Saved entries
::::::::
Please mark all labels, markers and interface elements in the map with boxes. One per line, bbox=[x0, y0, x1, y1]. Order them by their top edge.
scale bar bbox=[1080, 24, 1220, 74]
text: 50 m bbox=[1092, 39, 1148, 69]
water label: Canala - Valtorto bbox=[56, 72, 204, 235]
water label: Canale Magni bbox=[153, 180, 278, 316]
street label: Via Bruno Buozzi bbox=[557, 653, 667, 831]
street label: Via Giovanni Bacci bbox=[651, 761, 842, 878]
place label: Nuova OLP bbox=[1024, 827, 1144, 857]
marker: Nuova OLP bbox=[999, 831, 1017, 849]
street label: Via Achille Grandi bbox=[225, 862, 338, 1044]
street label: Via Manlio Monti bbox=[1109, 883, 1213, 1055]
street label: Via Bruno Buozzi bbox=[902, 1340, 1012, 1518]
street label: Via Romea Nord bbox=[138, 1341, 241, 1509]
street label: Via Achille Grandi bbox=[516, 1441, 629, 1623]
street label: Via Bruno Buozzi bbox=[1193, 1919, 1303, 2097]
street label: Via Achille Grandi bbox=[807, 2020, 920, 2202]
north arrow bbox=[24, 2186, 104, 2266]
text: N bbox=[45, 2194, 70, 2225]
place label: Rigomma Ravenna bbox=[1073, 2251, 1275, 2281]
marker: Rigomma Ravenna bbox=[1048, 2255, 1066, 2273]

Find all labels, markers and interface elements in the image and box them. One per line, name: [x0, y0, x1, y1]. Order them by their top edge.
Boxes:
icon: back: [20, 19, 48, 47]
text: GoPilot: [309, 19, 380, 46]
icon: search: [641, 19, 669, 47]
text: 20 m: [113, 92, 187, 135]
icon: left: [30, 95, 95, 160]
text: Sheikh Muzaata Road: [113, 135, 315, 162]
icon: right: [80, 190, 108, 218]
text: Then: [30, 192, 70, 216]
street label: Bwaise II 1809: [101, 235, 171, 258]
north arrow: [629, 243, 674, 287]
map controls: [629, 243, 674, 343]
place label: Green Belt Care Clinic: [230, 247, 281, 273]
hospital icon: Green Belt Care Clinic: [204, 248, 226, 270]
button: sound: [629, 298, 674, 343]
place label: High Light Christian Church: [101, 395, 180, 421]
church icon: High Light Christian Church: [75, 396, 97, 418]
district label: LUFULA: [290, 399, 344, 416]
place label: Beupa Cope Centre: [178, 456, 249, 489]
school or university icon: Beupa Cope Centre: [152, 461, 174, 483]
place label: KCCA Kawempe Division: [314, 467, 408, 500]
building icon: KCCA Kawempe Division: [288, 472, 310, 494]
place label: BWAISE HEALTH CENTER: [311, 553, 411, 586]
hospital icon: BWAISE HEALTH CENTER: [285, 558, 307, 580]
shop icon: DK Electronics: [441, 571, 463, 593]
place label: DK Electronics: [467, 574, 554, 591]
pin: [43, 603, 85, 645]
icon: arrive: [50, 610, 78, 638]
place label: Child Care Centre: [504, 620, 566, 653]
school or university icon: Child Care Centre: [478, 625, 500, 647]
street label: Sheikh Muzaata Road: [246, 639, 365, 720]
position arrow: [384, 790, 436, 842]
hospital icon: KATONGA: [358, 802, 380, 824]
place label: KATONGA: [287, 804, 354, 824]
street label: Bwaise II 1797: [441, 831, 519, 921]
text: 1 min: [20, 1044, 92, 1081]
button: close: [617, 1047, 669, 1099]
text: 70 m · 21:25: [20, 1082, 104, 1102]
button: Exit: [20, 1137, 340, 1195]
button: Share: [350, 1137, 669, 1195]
::::::::
Write every record out again exactly.

# Exercise response:
Please mark all labels, markers and interface elements in the map with boxes. One per line, bbox=[x0, y0, x1, y1]. Order them by their top edge.
scale bar bbox=[1080, 24, 1220, 74]
text: 50 m bbox=[1092, 39, 1148, 69]
water label: Canala - Valtorto bbox=[56, 72, 204, 235]
water label: Canale Magni bbox=[153, 180, 278, 316]
street label: Via Bruno Buozzi bbox=[557, 653, 667, 831]
street label: Via Giovanni Bacci bbox=[651, 761, 842, 878]
place label: Nuova OLP bbox=[1024, 827, 1144, 857]
marker: Nuova OLP bbox=[999, 831, 1017, 849]
street label: Via Achille Grandi bbox=[225, 862, 338, 1044]
street label: Via Manlio Monti bbox=[1109, 883, 1213, 1055]
street label: Via Bruno Buozzi bbox=[902, 1340, 1012, 1518]
street label: Via Romea Nord bbox=[138, 1341, 241, 1509]
street label: Via Achille Grandi bbox=[516, 1441, 629, 1623]
street label: Via Bruno Buozzi bbox=[1193, 1919, 1303, 2097]
street label: Via Achille Grandi bbox=[807, 2020, 920, 2202]
north arrow bbox=[24, 2186, 104, 2266]
text: N bbox=[45, 2194, 70, 2225]
place label: Rigomma Ravenna bbox=[1073, 2251, 1275, 2281]
marker: Rigomma Ravenna bbox=[1048, 2255, 1066, 2273]

Find all labels, markers and interface elements in the image and box them. One per line, name: [x0, y0, x1, y1]. Order them by their top edge.
Boxes:
icon: back: [20, 19, 48, 47]
text: GoPilot: [309, 19, 380, 46]
icon: search: [641, 19, 669, 47]
text: 20 m: [113, 92, 187, 135]
icon: left: [30, 95, 95, 160]
text: Sheikh Muzaata Road: [113, 135, 315, 162]
icon: right: [80, 190, 108, 218]
text: Then: [30, 192, 70, 216]
street label: Bwaise II 1809: [101, 235, 171, 258]
north arrow: [629, 243, 674, 287]
map controls: [629, 243, 674, 343]
place label: Green Belt Care Clinic: [230, 247, 281, 273]
hospital icon: Green Belt Care Clinic: [204, 248, 226, 270]
button: sound: [629, 298, 674, 343]
place label: High Light Christian Church: [101, 395, 180, 421]
church icon: High Light Christian Church: [75, 396, 97, 418]
district label: LUFULA: [290, 399, 344, 416]
place label: Beupa Cope Centre: [178, 456, 249, 489]
school or university icon: Beupa Cope Centre: [152, 461, 174, 483]
place label: KCCA Kawempe Division: [314, 467, 408, 500]
building icon: KCCA Kawempe Division: [288, 472, 310, 494]
place label: BWAISE HEALTH CENTER: [311, 553, 411, 586]
hospital icon: BWAISE HEALTH CENTER: [285, 558, 307, 580]
shop icon: DK Electronics: [441, 571, 463, 593]
place label: DK Electronics: [467, 574, 554, 591]
pin: [43, 603, 85, 645]
icon: arrive: [50, 610, 78, 638]
place label: Child Care Centre: [504, 620, 566, 653]
school or university icon: Child Care Centre: [478, 625, 500, 647]
street label: Sheikh Muzaata Road: [246, 639, 365, 720]
position arrow: [384, 790, 436, 842]
hospital icon: KATONGA: [358, 802, 380, 824]
place label: KATONGA: [287, 804, 354, 824]
street label: Bwaise II 1797: [441, 831, 519, 921]
text: 1 min: [20, 1044, 92, 1081]
button: close: [617, 1047, 669, 1099]
text: 70 m · 21:25: [20, 1082, 104, 1102]
button: Exit: [20, 1137, 340, 1195]
button: Share: [350, 1137, 669, 1195]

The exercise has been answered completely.